Here's a question about the Skyfall Spearhead.

It says "Up to 3 skimmer units". Well if I remember correctly IG can field 3 Valkyries/Vendettas as a unit. So, presumably, an IG player can have 9 Valkeries/Vendettas Deepstrike, and only scatter once plus fire on the turn they arrive. 

Granted that's a fairly large point game to fit in 9 of them, but still. That's a hell of alot of fire power to suddenly appear, and get free shots at my side armor.


----------



## Sethis (Jun 4, 2009)

Crimson Shadow said:


> It says "Up to 3 skimmer units". Well if I remember correctly IG can field 3 Valkyries/Vendettas as a unit. So, presumably, an IG player can have 9 Valkeries/Vendettas Deepstrike, and only scatter once plus fire on the turn they arrive.
> 
> Granted that's a fairly large point game to fit in 9 of them, but still. That's a hell of alot of fire power to suddenly appear, and get free shots at my side armor.

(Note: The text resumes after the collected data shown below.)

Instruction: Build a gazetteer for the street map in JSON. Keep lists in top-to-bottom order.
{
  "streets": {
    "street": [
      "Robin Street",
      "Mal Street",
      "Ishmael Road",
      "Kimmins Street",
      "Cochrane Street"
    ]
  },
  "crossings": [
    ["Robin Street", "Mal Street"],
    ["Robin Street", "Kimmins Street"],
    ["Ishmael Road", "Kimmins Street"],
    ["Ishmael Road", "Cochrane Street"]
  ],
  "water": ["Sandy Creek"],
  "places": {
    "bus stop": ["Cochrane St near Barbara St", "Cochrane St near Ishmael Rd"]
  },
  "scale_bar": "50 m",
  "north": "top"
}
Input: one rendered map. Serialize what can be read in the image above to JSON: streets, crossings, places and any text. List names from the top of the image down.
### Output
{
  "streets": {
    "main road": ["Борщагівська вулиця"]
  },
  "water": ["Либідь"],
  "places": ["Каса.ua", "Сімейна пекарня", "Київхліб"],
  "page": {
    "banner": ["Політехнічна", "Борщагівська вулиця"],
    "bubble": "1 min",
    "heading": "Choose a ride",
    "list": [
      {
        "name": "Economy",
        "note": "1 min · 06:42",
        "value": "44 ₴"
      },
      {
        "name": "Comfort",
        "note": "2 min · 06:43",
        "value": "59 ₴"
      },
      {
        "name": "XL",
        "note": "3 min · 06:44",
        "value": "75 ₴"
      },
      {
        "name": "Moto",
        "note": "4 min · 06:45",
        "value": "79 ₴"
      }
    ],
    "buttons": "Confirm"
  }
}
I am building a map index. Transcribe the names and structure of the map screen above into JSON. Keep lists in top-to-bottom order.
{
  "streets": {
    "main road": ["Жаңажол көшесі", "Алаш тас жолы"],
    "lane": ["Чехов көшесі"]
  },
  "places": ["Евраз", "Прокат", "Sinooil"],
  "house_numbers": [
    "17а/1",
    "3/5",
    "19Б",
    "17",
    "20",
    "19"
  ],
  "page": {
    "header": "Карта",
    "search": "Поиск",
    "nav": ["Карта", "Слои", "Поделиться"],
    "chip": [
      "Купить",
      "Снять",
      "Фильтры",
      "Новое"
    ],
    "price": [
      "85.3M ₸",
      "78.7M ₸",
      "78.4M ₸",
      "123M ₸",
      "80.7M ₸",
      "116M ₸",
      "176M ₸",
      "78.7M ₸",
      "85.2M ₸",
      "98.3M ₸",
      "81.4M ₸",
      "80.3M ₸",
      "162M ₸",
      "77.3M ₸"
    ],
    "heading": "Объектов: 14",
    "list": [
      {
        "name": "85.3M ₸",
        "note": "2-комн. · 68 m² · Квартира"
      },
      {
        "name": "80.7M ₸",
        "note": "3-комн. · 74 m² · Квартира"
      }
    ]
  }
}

Correct. However I can't see a decent reason to do this, because instead you just use the mechanised assault one for a certain turn 1 outflank, with 3 squads of Melta Stormies inside them. Move 12", drop off 6 Melta guns aiming at 3 targets, and get 6 Twin Linked Lascannon shots at up to 3 other targets. Sounds fun to me!


----------



## Horacus (Oct 5, 2009)

Sethis said:


> Correct. However I can't see a decent reason to do this, because instead you just use the mechanised assault one for a certain turn 1 outflank, with 3 squads of Melta Stormies inside them. Move 12", drop off 6 Melta guns aiming at 3 targets, and get 6 Twin Linked Lascannon shots at up to 3 other targets. Sounds fun to me!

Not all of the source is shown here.